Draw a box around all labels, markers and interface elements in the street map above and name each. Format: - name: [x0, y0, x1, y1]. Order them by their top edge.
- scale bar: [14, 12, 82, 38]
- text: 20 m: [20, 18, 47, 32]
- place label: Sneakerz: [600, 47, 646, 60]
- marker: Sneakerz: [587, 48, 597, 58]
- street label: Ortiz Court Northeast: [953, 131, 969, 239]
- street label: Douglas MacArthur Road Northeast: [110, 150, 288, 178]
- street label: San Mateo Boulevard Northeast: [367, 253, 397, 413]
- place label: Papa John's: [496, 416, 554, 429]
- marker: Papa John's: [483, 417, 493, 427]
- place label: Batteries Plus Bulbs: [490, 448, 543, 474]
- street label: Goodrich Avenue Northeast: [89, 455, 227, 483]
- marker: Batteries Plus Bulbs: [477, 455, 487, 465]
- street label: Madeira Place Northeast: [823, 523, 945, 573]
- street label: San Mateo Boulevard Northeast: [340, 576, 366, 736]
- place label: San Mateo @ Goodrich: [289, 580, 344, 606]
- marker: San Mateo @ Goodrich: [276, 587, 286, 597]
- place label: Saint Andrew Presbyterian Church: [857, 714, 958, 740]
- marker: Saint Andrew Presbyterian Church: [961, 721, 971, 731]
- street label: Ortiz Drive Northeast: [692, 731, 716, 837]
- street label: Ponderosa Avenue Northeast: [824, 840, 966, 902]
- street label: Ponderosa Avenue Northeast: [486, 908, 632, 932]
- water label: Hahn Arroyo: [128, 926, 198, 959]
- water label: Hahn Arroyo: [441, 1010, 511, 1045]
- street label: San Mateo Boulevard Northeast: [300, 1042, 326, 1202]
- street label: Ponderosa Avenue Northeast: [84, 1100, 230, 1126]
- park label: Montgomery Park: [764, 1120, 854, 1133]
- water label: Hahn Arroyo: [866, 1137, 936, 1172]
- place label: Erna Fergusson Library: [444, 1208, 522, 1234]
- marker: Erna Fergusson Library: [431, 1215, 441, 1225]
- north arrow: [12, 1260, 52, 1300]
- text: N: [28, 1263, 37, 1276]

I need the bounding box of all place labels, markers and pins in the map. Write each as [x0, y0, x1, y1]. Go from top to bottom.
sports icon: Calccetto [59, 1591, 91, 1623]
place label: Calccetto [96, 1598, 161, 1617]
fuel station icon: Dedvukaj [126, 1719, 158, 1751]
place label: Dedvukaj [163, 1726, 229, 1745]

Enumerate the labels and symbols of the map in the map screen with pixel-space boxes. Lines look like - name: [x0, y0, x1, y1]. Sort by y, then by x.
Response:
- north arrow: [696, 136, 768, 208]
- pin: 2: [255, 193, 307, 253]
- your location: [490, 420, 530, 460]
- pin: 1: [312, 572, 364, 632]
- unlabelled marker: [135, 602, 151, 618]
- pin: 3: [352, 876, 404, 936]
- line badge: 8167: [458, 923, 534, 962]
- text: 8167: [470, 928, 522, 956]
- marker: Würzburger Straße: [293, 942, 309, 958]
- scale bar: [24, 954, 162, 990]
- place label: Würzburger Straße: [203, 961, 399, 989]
-------------------------
Copy every line of the listing, exact to the last character.

Draw a box around all labels, markers and interface elements in the street map above and name each. Format: - name: [x0, y0, x1, y1]. Order them by their top edge.
- scale bar: [14, 12, 82, 38]
- text: 20 m: [20, 18, 47, 32]
- place label: Sneakerz: [600, 47, 646, 60]
- marker: Sneakerz: [587, 48, 597, 58]
- street label: Ortiz Court Northeast: [953, 131, 969, 239]
- street label: Douglas MacArthur Road Northeast: [110, 150, 288, 178]
- street label: San Mateo Boulevard Northeast: [367, 253, 397, 413]
- place label: Papa John's: [496, 416, 554, 429]
- marker: Papa John's: [483, 417, 493, 427]
- place label: Batteries Plus Bulbs: [490, 448, 543, 474]
- street label: Goodrich Avenue Northeast: [89, 455, 227, 483]
- marker: Batteries Plus Bulbs: [477, 455, 487, 465]
- street label: Madeira Place Northeast: [823, 523, 945, 573]
- street label: San Mateo Boulevard Northeast: [340, 576, 366, 736]
- place label: San Mateo @ Goodrich: [289, 580, 344, 606]
- marker: San Mateo @ Goodrich: [276, 587, 286, 597]
- place label: Saint Andrew Presbyterian Church: [857, 714, 958, 740]
- marker: Saint Andrew Presbyterian Church: [961, 721, 971, 731]
- street label: Ortiz Drive Northeast: [692, 731, 716, 837]
- street label: Ponderosa Avenue Northeast: [824, 840, 966, 902]
- street label: Ponderosa Avenue Northeast: [486, 908, 632, 932]
- water label: Hahn Arroyo: [128, 926, 198, 959]
- water label: Hahn Arroyo: [441, 1010, 511, 1045]
- street label: San Mateo Boulevard Northeast: [300, 1042, 326, 1202]
- street label: Ponderosa Avenue Northeast: [84, 1100, 230, 1126]
- park label: Montgomery Park: [764, 1120, 854, 1133]
- water label: Hahn Arroyo: [866, 1137, 936, 1172]
- place label: Erna Fergusson Library: [444, 1208, 522, 1234]
- marker: Erna Fergusson Library: [431, 1215, 441, 1225]
- north arrow: [12, 1260, 52, 1300]
- text: N: [28, 1263, 37, 1276]

I need the bounding box of all place labels, markers and pins in the map. Write each as [x0, y0, x1, y1]. Go from top to bottom.
sports icon: Calccetto [59, 1591, 91, 1623]
place label: Calccetto [96, 1598, 161, 1617]
fuel station icon: Dedvukaj [126, 1719, 158, 1751]
place label: Dedvukaj [163, 1726, 229, 1745]

Enumerate the labels and symbols of the map in the map screen with pixel-space boxes. Lines look like - name: [x0, y0, x1, y1]. Sort by y, then by x.
Response:
- north arrow: [696, 136, 768, 208]
- pin: 2: [255, 193, 307, 253]
- your location: [490, 420, 530, 460]
- pin: 1: [312, 572, 364, 632]
- unlabelled marker: [135, 602, 151, 618]
- pin: 3: [352, 876, 404, 936]
- line badge: 8167: [458, 923, 534, 962]
- text: 8167: [470, 928, 522, 956]
- marker: Würzburger Straße: [293, 942, 309, 958]
- scale bar: [24, 954, 162, 990]
- place label: Würzburger Straße: [203, 961, 399, 989]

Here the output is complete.